→ Dataset records

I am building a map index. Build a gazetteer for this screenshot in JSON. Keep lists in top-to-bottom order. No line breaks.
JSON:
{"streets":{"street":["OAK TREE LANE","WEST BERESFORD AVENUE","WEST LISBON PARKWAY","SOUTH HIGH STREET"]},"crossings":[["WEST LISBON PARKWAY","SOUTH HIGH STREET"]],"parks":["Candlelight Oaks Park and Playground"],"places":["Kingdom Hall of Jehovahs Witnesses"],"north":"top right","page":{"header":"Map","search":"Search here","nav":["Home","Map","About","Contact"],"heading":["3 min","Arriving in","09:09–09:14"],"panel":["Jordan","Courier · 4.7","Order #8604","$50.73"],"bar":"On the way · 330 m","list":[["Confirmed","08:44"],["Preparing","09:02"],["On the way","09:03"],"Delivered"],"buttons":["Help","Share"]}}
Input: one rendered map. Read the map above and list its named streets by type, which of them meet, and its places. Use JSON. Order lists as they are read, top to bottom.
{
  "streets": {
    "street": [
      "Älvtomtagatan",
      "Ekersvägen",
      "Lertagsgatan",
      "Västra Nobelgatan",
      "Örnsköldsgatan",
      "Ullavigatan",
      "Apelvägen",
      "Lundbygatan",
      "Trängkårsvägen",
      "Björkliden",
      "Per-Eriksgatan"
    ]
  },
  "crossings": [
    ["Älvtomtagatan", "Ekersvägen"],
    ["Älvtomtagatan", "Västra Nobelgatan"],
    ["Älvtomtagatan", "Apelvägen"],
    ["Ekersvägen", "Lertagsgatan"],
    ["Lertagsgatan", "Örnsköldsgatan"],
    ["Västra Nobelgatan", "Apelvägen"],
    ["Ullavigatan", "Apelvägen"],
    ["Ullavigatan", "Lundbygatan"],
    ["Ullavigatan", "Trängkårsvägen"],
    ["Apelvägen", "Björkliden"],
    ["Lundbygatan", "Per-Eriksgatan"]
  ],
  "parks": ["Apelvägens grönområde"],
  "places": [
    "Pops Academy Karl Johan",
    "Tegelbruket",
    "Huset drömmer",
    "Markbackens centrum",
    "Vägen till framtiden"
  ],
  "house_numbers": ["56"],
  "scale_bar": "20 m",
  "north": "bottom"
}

→ Aim of the task
Every entry above must be copied exactly.

→ Response area
I am building a map index. Build a gazetteer for this screenshot in JSON. Keep lists in top-to-bottom order. No line breaks.
JSON:
{"streets":{"street":["OAK TREE LANE","WEST BERESFORD AVENUE","WEST LISBON PARKWAY","SOUTH HIGH STREET"]},"crossings":[["WEST LISBON PARKWAY","SOUTH HIGH STREET"]],"parks":["Candlelight Oaks Park and Playground"],"places":["Kingdom Hall of Jehovahs Witnesses"],"north":"top right","page":{"header":"Map","search":"Search here","nav":["Home","Map","About","Contact"],"heading":["3 min","Arriving in","09:09–09:14"],"panel":["Jordan","Courier · 4.7","Order #8604","$50.73"],"bar":"On the way · 330 m","list":[["Confirmed","08:44"],["Preparing","09:02"],["On the way","09:03"],"Delivered"],"buttons":["Help","Share"]}}
Input: one rendered map. Read the map above and list its named streets by type, which of them meet, and its places. Use JSON. Order lists as they are read, top to bottom.
{
  "streets": {
    "street": [
      "Älvtomtagatan",
      "Ekersvägen",
      "Lertagsgatan",
      "Västra Nobelgatan",
      "Örnsköldsgatan",
      "Ullavigatan",
      "Apelvägen",
      "Lundbygatan",
      "Trängkårsvägen",
      "Björkliden",
      "Per-Eriksgatan"
    ]
  },
  "crossings": [
    ["Älvtomtagatan", "Ekersvägen"],
    ["Älvtomtagatan", "Västra Nobelgatan"],
    ["Älvtomtagatan", "Apelvägen"],
    ["Ekersvägen", "Lertagsgatan"],
    ["Lertagsgatan", "Örnsköldsgatan"],
    ["Västra Nobelgatan", "Apelvägen"],
    ["Ullavigatan", "Apelvägen"],
    ["Ullavigatan", "Lundbygatan"],
    ["Ullavigatan", "Trängkårsvägen"],
    ["Apelvägen", "Björkliden"],
    ["Lundbygatan", "Per-Eriksgatan"]
  ],
  "parks": ["Apelvägens grönområde"],
  "places": [
    "Pops Academy Karl Johan",
    "Tegelbruket",
    "Huset drömmer",
    "Markbackens centrum",
    "Vägen till framtiden"
  ],
  "house_numbers": ["56"],
  "scale_bar": "20 m",
  "north": "bottom"
}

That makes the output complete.